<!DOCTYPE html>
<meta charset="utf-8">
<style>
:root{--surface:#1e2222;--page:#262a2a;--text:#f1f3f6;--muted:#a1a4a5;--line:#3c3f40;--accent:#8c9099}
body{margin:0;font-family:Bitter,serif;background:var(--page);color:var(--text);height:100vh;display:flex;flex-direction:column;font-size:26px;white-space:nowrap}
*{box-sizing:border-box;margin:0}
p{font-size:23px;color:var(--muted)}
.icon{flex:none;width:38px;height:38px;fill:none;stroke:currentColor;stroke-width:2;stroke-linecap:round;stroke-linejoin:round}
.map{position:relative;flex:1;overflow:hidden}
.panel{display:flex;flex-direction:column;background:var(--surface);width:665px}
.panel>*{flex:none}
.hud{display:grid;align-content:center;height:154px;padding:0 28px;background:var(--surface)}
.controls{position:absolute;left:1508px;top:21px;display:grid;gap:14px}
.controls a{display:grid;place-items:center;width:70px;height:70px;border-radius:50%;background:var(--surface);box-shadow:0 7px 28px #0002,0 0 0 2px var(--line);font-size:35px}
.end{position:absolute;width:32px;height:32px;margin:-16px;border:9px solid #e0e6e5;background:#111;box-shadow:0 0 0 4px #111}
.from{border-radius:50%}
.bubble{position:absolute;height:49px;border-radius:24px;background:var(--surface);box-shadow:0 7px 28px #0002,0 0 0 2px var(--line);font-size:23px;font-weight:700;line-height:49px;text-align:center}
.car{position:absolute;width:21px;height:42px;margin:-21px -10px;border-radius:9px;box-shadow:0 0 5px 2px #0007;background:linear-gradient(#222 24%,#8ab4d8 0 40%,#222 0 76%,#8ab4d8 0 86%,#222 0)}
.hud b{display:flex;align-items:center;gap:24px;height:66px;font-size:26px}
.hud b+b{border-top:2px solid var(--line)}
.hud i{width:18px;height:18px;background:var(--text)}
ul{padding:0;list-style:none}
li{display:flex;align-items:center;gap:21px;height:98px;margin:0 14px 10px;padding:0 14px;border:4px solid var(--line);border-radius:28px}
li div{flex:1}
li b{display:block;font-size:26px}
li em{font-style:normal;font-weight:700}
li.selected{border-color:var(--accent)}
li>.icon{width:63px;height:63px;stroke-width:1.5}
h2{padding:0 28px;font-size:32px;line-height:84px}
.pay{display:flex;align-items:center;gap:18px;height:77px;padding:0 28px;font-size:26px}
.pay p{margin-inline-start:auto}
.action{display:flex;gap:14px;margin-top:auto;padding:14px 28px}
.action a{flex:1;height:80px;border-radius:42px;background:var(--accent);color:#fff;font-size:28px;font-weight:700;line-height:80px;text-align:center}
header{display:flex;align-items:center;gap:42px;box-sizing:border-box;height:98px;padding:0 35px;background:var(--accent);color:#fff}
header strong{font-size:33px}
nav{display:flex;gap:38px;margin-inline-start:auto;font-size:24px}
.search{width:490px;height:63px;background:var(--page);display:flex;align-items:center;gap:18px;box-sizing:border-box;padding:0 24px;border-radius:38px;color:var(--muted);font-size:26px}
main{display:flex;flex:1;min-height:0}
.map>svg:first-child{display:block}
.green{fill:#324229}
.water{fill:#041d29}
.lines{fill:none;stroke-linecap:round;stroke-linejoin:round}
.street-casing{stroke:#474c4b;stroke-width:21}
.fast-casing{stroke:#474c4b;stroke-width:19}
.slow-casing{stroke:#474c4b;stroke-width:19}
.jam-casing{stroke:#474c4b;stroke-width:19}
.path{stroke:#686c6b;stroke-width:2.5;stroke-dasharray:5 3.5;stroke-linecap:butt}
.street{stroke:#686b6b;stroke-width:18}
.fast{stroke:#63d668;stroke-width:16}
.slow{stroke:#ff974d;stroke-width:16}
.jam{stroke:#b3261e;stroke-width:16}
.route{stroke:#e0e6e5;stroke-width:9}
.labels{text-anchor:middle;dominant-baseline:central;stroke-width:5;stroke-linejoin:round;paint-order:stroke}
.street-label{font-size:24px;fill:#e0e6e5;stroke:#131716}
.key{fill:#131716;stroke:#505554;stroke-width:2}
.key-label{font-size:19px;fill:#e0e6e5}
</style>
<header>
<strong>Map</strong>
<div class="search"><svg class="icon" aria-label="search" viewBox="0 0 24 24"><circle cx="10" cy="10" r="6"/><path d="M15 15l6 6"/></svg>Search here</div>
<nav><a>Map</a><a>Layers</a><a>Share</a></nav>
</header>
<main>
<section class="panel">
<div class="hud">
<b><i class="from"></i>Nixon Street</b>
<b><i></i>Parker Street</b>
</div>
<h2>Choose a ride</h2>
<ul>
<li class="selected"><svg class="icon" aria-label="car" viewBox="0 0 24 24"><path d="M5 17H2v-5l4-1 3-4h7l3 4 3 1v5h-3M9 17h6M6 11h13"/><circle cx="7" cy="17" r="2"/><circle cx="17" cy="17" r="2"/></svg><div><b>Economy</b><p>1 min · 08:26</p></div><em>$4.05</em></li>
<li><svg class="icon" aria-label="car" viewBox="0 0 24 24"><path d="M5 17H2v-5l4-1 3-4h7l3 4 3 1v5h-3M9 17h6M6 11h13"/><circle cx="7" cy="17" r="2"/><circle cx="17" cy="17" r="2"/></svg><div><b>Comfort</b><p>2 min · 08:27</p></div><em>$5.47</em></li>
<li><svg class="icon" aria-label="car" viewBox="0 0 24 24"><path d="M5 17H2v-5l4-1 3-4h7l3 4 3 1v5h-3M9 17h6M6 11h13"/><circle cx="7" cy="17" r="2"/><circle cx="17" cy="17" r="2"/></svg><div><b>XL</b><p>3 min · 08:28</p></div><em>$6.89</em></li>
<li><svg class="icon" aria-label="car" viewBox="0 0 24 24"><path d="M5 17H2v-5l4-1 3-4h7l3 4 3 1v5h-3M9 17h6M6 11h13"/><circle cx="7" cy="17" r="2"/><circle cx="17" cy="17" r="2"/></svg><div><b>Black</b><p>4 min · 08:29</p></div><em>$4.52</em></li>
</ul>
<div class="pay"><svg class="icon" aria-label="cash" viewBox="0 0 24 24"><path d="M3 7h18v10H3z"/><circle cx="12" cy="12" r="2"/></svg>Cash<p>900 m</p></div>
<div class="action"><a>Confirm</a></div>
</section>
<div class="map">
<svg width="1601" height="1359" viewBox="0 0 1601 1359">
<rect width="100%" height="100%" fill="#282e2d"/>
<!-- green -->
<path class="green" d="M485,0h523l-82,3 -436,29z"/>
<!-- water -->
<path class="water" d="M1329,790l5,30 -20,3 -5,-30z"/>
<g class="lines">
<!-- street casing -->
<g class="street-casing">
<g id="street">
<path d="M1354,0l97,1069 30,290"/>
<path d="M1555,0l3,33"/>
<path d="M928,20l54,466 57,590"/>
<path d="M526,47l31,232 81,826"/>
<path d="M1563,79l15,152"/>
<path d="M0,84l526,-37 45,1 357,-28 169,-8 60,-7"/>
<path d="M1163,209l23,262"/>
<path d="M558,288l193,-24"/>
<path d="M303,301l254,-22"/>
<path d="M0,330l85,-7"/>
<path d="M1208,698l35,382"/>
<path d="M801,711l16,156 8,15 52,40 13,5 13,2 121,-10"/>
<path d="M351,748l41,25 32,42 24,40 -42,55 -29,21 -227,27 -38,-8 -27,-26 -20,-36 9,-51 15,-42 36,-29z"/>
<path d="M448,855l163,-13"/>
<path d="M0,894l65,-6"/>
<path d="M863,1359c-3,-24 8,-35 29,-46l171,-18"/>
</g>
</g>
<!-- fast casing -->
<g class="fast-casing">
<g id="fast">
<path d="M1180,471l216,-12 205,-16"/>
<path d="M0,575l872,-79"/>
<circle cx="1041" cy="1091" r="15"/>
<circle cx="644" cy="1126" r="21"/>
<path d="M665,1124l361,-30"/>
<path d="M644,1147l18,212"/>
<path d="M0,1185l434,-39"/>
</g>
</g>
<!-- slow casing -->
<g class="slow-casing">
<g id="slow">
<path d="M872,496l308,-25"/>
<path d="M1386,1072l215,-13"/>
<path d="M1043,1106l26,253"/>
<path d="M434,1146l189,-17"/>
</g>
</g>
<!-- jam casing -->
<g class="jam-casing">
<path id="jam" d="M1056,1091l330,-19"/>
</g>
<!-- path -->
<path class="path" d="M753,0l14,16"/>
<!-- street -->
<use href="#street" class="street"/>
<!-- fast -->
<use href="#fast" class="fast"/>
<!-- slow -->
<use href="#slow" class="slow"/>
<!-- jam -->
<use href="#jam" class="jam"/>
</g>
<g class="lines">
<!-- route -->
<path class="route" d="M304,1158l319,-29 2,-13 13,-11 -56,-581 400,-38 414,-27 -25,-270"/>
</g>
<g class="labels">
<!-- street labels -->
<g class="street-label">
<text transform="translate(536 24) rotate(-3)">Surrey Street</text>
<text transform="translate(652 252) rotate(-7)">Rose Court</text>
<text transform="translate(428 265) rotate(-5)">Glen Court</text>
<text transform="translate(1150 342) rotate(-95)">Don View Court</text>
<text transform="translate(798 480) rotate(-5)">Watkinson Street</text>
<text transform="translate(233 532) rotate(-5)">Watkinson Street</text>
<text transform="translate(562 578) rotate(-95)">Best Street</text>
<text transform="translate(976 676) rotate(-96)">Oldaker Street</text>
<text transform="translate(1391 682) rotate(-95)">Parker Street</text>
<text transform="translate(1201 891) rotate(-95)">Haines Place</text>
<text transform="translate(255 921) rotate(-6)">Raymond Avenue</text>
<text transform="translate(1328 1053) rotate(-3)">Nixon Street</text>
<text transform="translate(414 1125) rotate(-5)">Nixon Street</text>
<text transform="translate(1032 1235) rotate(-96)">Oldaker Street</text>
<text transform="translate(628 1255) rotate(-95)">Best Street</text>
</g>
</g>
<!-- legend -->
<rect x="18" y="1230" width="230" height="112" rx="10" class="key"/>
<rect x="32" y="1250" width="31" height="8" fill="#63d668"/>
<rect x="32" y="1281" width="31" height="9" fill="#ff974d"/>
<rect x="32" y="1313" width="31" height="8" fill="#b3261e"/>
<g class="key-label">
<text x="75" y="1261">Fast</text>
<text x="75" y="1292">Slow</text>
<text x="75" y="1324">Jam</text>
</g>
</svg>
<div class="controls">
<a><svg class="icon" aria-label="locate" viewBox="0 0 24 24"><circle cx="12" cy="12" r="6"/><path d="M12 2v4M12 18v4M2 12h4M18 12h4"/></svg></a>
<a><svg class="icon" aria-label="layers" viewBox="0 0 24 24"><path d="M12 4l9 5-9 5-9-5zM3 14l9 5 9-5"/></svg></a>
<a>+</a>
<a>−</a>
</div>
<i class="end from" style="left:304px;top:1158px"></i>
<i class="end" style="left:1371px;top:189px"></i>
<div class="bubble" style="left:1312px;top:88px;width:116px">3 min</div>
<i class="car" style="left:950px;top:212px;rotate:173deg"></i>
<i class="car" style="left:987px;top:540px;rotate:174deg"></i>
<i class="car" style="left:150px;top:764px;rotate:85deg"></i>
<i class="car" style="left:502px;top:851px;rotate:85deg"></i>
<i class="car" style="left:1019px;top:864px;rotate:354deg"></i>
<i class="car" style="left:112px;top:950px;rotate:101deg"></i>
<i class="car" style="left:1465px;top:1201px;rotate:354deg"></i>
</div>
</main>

+ + + + +

== What you will do ==
Every line of the records containing the word "panel" must appear in the answer.

== Answer to this task ==
.panel{display:flex;flex-direction:column;background:var(--surface);width:665px}
.panel>*{flex:none}
<section class="panel">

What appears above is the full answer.